Entries provided:

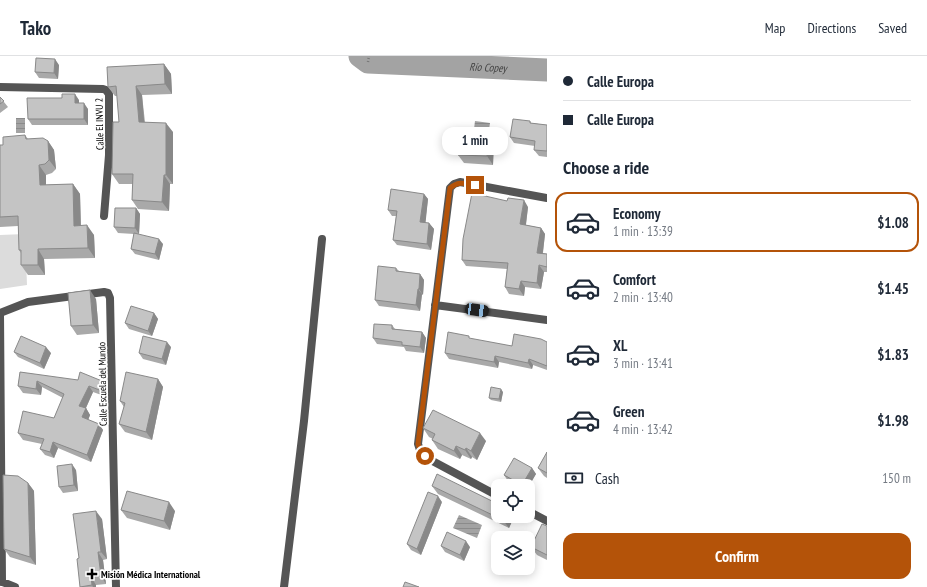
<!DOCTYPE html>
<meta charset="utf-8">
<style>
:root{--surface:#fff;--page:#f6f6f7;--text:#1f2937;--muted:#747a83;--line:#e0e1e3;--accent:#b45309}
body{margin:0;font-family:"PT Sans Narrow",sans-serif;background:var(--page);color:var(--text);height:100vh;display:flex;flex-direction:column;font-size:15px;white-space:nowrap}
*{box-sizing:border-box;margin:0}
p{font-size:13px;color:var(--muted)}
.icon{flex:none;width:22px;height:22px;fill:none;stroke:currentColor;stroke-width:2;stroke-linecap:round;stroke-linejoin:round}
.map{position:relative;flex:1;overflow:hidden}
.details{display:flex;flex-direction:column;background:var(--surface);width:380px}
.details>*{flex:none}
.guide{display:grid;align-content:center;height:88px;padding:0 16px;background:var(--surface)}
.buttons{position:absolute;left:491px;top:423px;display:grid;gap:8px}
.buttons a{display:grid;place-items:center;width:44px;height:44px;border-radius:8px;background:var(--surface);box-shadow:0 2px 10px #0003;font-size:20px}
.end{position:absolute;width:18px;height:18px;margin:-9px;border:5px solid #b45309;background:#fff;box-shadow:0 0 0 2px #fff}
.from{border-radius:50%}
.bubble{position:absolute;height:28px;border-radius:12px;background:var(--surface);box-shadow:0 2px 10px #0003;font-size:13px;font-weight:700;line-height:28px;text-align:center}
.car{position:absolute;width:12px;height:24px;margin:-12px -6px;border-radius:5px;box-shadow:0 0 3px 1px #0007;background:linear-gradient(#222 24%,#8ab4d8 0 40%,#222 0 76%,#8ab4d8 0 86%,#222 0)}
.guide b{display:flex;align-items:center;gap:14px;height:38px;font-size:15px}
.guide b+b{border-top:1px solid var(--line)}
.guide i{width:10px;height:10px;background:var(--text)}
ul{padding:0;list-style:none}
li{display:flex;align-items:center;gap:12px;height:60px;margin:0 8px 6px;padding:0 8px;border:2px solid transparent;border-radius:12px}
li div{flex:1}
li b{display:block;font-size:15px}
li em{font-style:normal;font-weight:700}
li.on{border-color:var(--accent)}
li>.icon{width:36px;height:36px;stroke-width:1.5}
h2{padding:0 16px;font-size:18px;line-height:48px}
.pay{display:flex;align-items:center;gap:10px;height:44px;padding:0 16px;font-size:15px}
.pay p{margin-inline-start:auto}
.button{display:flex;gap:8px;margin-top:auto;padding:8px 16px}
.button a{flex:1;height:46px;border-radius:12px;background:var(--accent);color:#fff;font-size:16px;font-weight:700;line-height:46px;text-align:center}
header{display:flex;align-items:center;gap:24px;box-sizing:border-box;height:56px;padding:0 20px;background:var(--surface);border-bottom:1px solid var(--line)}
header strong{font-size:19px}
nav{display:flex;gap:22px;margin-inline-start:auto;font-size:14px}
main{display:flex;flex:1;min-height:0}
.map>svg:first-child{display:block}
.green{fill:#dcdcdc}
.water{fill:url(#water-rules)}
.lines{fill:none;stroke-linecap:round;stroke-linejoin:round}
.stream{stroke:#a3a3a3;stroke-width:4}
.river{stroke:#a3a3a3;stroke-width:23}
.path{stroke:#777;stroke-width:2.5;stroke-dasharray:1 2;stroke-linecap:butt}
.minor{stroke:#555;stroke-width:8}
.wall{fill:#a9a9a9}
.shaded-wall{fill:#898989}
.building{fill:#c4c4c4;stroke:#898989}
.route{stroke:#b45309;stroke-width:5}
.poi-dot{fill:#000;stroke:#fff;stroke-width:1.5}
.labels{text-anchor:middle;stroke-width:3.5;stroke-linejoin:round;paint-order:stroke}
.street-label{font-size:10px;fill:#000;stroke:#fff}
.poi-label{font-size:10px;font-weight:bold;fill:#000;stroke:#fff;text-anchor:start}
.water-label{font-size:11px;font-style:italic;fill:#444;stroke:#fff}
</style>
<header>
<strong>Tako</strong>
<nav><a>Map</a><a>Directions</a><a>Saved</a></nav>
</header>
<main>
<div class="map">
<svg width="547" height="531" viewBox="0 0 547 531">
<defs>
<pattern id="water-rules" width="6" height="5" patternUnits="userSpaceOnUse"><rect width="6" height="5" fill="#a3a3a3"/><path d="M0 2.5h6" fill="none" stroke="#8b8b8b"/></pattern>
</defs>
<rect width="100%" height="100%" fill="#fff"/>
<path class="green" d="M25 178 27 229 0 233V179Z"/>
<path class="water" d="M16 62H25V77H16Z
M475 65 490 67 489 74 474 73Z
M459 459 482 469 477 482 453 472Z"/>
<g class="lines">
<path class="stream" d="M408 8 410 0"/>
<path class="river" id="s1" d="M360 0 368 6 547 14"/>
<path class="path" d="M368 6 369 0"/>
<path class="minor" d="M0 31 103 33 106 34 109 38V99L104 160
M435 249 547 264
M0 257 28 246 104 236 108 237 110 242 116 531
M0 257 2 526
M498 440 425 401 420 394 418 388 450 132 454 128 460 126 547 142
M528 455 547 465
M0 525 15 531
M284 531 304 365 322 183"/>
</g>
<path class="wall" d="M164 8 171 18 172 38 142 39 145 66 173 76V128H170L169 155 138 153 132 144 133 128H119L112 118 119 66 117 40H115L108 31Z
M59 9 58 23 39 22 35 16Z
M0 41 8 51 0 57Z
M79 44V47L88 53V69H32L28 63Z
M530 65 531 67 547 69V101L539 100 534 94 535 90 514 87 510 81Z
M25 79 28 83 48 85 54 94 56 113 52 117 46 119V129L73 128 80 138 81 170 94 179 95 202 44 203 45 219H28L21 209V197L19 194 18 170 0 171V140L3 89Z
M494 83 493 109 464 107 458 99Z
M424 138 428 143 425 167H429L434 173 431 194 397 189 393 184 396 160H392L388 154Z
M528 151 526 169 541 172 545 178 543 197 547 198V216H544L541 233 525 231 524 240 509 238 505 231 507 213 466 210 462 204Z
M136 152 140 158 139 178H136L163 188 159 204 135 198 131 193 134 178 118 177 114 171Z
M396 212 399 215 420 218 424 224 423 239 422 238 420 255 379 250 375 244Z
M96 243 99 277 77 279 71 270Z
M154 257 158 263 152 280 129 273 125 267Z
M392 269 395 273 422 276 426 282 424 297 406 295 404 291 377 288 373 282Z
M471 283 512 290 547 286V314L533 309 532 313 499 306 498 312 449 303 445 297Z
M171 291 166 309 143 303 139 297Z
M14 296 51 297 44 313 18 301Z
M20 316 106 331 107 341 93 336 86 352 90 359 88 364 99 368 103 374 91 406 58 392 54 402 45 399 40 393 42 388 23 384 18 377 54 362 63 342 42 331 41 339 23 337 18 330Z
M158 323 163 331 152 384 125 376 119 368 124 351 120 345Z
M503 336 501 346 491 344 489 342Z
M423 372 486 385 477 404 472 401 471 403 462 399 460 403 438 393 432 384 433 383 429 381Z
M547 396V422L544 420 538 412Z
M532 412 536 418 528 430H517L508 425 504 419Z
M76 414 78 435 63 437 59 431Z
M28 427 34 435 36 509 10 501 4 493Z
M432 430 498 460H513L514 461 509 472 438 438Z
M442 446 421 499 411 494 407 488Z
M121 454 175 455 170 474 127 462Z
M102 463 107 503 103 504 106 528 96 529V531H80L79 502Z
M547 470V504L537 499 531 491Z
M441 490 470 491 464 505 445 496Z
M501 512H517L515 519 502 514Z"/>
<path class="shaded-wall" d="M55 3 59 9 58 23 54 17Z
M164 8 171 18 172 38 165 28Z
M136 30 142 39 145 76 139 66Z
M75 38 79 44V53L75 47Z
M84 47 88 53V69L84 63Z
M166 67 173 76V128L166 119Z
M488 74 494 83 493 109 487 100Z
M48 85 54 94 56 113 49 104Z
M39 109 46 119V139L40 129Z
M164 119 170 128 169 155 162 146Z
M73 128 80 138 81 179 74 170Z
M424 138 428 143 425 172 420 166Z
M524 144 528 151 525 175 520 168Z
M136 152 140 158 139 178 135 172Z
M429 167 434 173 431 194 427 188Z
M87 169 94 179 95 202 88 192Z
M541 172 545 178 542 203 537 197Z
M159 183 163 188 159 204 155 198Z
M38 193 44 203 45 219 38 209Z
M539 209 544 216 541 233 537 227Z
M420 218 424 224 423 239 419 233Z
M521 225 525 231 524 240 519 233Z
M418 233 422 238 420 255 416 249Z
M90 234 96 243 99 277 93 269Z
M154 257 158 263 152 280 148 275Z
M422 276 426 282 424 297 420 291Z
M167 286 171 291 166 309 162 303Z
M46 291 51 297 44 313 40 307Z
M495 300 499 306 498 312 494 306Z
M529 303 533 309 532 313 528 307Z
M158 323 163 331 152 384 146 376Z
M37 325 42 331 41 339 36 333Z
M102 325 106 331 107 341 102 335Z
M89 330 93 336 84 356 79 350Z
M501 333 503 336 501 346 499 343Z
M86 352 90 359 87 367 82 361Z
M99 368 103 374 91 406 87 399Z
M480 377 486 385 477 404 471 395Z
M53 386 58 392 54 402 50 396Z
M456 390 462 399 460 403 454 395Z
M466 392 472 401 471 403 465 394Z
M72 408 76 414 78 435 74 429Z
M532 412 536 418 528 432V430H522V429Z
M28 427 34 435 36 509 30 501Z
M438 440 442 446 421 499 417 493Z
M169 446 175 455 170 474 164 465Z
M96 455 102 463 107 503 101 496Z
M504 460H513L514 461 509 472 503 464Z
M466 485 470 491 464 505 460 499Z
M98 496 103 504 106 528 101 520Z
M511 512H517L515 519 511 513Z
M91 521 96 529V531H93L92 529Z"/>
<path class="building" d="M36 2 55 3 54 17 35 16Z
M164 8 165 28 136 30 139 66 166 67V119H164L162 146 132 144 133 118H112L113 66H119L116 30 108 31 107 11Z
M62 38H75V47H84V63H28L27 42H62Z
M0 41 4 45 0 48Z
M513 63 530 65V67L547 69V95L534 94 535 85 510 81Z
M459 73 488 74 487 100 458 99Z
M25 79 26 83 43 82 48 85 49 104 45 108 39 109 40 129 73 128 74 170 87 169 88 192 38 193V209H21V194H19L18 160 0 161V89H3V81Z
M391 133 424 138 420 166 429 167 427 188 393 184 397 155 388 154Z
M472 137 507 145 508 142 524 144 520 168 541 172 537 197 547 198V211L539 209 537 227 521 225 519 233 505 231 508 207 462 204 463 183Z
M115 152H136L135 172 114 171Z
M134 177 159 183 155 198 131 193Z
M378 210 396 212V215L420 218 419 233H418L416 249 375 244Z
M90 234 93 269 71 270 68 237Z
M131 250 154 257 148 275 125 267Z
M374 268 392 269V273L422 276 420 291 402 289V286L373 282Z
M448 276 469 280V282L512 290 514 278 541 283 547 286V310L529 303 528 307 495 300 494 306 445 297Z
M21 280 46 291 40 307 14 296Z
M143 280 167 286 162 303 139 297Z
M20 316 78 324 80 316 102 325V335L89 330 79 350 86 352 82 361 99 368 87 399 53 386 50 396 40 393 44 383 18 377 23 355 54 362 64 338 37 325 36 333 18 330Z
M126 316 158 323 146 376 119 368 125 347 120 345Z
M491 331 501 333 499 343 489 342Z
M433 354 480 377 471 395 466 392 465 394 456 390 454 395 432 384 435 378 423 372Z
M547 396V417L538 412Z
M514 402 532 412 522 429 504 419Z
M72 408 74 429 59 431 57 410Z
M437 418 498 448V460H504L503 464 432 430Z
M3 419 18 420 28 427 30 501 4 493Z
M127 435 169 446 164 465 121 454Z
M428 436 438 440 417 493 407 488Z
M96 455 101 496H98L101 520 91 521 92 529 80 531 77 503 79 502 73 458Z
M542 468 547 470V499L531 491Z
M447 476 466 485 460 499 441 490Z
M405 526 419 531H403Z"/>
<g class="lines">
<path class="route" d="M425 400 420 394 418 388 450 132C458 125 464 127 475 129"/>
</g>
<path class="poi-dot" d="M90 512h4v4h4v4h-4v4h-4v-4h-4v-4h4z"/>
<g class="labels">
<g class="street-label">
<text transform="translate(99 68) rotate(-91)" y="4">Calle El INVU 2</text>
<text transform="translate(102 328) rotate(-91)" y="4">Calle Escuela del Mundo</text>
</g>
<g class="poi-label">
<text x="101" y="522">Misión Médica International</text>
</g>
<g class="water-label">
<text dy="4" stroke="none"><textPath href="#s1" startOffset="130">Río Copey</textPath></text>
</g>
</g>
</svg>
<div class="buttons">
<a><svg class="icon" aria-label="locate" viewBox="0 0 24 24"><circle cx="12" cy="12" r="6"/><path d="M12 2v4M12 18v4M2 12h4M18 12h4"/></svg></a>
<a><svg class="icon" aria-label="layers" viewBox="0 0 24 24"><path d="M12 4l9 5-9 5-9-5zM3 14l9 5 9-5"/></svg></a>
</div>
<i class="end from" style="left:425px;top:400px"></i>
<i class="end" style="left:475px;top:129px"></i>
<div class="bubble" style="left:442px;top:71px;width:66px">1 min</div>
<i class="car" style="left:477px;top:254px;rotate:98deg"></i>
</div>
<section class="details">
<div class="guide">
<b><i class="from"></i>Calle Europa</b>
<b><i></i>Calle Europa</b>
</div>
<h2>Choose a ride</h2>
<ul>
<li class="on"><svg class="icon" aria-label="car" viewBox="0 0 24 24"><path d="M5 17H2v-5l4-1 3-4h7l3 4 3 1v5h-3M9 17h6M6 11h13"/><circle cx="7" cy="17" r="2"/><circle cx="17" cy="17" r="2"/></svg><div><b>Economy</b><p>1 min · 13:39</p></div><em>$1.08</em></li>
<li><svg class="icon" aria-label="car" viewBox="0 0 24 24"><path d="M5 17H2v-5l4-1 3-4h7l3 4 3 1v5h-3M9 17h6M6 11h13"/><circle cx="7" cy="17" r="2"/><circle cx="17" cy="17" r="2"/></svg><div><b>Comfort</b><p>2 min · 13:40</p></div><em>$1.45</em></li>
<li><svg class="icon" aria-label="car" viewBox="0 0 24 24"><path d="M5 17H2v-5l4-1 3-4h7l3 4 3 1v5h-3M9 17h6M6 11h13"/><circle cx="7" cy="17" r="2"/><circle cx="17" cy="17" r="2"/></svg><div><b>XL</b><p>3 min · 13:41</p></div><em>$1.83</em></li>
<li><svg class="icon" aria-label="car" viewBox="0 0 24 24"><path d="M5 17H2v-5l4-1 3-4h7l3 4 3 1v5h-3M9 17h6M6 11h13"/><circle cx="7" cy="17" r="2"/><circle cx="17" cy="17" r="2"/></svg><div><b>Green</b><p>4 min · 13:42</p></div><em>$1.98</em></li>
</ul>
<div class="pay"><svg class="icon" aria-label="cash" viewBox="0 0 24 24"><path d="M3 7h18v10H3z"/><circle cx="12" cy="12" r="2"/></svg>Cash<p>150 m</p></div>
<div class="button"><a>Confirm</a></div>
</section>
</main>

Work instruction: Would you please return all lines from the listing above that contain "column"?

Exercise answer:
body{margin:0;font-family:"PT Sans Narrow",sans-serif;background:var(--page);color:var(--text);height:100vh;display:flex;flex-direction:column;font-size:15px;white-space:nowrap}
.details{display:flex;flex-direction:column;background:var(--surface);width:380px}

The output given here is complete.